Some of the questions I've read include:

Some of the answers sugest that we should only test the methods that perform only one action and then test the method that call this methods for conditional behaviuour (for example, verifying if a given method was called or not) and that's fine, I get it, but I'm struggling with other scenario.

I have a service with a REST api.

The controller has a create method that receives a DTO and calls the Service class create method with this argument (DTO).

I'm trying to practice TDD and for this I use this project I'm building without a database.

The code is as follows:

@Service
public class EntityService implements FilteringInterface {

    private MemoryDatabase db = MemoryDatabase.getInstance();

    //Create method called from controller: receives DTO to create a new 
    //Entity after validating that it's name and code parameters are unique
    public EntityDTO create(EntityDTO dto) throws Exception {

        validateUniqueFields(dto);
       
        Entity entity = Entity.toEntity(dto, "id1"); //maps DTO to Entity object
        db.add(entity);

        return new EntityDTO.Builder(entity);//maps entity to DTO
    }

    public void validateUniqueFields(EntityDTO dto) throws Exception {
        Set<Entity> foundEntities = filterEntityByNameOrCode(dto.getName(),
                dto.getCode(), db.getEntities());

        if (!foundEntities.isEmpty()) {
            throw new Exception("Already exists");
        }
    }
}

This is the interface with methods reused by other service classes:

public interface FilteringInterface {

    default Set<Entity> filterEntityByNameOrCode(String name, String code, Set<Entity> list) {
        return list.stream().filter(e -> e.getSiteId().equals(siteId)
                && (e.getName().equals(name)
                || e.getCode().equals(code))).collect(Collectors.toSet());
    }

    default Optional<Entity> filterEntityById(String id, Set<Entity> list) {
        return list.stream().filter(e -> e.getId().equals(id)).findAny();
    };
}

So, I'm testing this service class and I need to test the create() method because it can have different behaviors:

  1. If the received DTO has a name that already exists on the list of entities -> throws Exception
  2. If the received DTO has a code that already exists on the list of entities -> throws Exception
  3. If the received DTO has a name and a code that already exists on the list of entities -> throws Exception
  4. If name and code are different, than everything is ok, and creates the entity -> adds the entity to the existing list - > converts the entity to DTO and retrieves it.

Problem: To test any of the scenarios, suppose, scenario 1: I need to make the filterEntityByNameOrCode() method return a list with an Entity that has the same name as the Entity I'm trying to create.

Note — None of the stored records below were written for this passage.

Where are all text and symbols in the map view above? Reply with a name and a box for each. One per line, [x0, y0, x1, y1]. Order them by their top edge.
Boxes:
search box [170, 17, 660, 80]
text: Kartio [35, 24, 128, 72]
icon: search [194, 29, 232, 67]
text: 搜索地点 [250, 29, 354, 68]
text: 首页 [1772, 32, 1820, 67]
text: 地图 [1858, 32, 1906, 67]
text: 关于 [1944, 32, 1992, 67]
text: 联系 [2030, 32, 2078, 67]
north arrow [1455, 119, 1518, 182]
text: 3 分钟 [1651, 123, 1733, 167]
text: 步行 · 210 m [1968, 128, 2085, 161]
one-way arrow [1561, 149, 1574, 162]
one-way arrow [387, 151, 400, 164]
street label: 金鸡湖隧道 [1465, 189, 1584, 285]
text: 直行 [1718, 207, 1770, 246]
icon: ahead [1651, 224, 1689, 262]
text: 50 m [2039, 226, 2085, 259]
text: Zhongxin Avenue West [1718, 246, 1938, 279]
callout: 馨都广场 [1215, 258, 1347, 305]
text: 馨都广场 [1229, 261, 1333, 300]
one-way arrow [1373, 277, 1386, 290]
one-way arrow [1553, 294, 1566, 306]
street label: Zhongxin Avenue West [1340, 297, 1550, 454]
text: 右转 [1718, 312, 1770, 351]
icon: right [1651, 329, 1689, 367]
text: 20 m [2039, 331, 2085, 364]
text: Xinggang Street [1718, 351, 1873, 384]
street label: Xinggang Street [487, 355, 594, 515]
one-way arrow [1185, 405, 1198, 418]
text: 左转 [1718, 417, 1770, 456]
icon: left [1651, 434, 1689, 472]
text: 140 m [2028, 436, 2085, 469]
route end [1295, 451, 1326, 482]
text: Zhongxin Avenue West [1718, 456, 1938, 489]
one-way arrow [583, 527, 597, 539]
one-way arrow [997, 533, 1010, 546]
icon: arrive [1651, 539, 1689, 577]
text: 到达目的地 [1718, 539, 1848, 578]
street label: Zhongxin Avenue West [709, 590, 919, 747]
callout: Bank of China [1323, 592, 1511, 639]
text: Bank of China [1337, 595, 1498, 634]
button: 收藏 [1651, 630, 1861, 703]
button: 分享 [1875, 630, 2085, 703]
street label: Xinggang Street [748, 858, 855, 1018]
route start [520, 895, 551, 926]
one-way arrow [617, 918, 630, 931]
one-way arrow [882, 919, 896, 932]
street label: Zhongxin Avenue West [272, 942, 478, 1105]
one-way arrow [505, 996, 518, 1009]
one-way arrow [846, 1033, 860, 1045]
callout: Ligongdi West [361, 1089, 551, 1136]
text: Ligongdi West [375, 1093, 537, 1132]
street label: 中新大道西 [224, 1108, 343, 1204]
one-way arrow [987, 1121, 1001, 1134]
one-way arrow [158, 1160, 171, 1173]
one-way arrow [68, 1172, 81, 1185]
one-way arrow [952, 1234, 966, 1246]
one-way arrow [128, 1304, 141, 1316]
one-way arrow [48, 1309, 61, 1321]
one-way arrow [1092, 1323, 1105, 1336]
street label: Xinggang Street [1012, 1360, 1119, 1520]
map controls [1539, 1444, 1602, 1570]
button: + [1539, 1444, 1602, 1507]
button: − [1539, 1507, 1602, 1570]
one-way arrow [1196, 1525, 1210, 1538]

This method is called inside validateUniqueFields() method.

Problem is: I can't call mockito when() for any of this methods because, for that, I would have to mock the service class, which is the class that I'm testing and, thus, it's wrong approach. I've also read that using Spy for this is also wrong approach. So, where thus that leaves me?

Also: if this code is not the correct aprocah, and thats why it can't be correctly tested, than, whats should the correct approach be?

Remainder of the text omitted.